Tuesday 3 January 2012

Pork Steaks braised with Creamy Leeks & Mustard




So as evidenced by my last two 2011 update posts, I’ve finally settle into the new (old) flat, or at least as well as I ever will so thought it time to get back in the blogging saddle. Of course it is now, albeit temporarily, my rather small, South East London kitchen but there we go.

Feeling relatively uninspired by some leeks in the fridge I opted in the end for a braised pork recipe - very similar in fact to the braised veal chops I’ve cooked previously but with cabbage instead of leeks.

My intention with this had been to use a mixture of dijon and wholegrain mustards. As I was fresh out of the latter I opted to use black and yellow mustard seeds mixed with the dijon instead. Feel free to use wholegrain mustard if that is what you have. I also had some celery seeds in the cupboard so decided to use them but they’re purely optional.

One thing that I have noticed is that the photos I take in this flat are truly awful: the lighting I guess. For the time being I'm not at all sure what I need to do about it so do bear with me!


Pork braised with creamy leek & mustard sauce
Serves 2


2 pork shoulder steaks
2 large leeks, washed, trimmed and thinly sliced
butter
2 cloves garlic, finely chopped
2 tbsp crème fraîche

½ small glass vermouth
250ml chicken stock
1 tbsp olive oil
½ tsp black mustard seeds
½ tsp yellow mustard seeds
½ tsp celery seeds (optional)
2 tsp dijon mustard
sea salt and pepper


Preheat the oven to 180C.

Season the pork steaks on both side with sea salt & freshly ground black pepper then brown the steaks on both sides in a little olive oil in a casserole over a low heat on the hob. Set aside.

Add a small knob of butter to the casserole then add the leeks and garlic, mustard seeds & celery seeds. Cook over a low heat for 5 minutes until the leeks are beginning to soften.

Turn up the heat, add the vermouth and reduce by half before adding the chicken stock. Bring to boil then simmer for a few minutes.

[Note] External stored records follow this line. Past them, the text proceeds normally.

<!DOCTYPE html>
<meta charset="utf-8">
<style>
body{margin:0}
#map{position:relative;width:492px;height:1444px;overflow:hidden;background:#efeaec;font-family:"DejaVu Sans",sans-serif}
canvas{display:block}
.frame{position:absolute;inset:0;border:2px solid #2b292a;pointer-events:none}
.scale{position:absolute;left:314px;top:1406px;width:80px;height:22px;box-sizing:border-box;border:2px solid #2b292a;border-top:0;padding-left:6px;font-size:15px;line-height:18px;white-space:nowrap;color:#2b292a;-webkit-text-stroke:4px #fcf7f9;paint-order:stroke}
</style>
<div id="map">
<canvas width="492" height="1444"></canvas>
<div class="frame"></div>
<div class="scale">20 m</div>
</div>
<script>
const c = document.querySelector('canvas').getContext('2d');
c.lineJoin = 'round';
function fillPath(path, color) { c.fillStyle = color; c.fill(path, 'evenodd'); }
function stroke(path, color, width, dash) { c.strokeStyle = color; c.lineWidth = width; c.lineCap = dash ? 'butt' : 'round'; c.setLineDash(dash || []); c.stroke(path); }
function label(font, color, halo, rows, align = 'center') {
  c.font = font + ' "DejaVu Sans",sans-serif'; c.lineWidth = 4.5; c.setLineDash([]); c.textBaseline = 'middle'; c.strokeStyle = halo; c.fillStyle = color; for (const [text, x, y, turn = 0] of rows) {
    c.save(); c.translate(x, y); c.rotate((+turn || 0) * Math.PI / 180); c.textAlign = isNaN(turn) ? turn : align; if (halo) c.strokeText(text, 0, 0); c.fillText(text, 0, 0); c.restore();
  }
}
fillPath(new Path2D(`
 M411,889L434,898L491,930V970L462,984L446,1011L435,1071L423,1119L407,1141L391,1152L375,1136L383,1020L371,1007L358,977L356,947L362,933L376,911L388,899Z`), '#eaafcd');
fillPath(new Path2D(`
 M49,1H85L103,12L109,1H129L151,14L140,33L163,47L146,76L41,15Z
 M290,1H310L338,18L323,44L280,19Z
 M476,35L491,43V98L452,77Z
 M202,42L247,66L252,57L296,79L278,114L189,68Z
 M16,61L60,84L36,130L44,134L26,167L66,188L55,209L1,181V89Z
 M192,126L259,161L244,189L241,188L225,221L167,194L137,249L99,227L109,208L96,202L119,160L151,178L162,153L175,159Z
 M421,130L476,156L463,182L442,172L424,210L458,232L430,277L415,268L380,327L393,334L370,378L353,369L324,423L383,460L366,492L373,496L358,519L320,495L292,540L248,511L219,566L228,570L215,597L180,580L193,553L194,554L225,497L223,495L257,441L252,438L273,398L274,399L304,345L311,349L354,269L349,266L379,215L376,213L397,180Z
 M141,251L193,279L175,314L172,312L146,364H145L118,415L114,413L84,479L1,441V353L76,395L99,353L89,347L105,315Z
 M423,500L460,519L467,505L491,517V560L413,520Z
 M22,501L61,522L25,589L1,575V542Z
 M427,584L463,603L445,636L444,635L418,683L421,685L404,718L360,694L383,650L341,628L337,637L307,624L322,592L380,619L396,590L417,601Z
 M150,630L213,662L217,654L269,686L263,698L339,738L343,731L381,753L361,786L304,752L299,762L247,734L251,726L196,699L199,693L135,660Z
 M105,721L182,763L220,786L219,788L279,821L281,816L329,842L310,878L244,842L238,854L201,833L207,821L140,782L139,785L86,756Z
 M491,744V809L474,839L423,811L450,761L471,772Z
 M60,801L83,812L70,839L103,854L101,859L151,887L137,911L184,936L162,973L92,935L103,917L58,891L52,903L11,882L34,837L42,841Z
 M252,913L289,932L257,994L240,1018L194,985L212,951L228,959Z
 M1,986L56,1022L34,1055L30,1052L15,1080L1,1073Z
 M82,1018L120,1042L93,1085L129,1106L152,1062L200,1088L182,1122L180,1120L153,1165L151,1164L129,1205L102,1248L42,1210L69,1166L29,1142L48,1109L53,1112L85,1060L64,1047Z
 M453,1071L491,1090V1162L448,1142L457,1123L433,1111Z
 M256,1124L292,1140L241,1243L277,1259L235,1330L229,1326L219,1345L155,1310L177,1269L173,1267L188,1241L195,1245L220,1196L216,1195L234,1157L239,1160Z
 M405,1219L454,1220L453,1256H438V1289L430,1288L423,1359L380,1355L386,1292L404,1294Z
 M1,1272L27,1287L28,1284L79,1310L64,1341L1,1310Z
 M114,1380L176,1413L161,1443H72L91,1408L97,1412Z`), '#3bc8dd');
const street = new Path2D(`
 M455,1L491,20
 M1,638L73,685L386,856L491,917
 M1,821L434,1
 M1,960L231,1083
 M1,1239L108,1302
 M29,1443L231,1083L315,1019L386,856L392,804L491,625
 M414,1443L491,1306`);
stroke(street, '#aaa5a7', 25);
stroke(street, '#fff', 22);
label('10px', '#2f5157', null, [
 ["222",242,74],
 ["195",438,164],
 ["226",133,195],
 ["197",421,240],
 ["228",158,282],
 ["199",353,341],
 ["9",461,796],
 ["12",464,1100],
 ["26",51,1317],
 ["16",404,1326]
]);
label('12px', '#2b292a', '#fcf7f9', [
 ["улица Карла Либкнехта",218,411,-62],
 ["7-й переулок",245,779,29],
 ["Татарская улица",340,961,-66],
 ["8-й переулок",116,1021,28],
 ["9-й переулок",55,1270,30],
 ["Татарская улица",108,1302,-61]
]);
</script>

Nestle the steaks into the sauce, half cover and place the casserole in the oven. Cook for 1 hour.

Remove from the oven and set the pork steaks aside somewhere warm. Put the casserole over a medium heat on the hob and stir in the crème fraîche and Dijon mustard. Simmer for a couple of minutes. Check the seasoning and adjust carefully if necessary.

Serve either whole or sliced, with a veg of your choice (I went with a bed of sautéd, shredded kale) and the sauce poured over.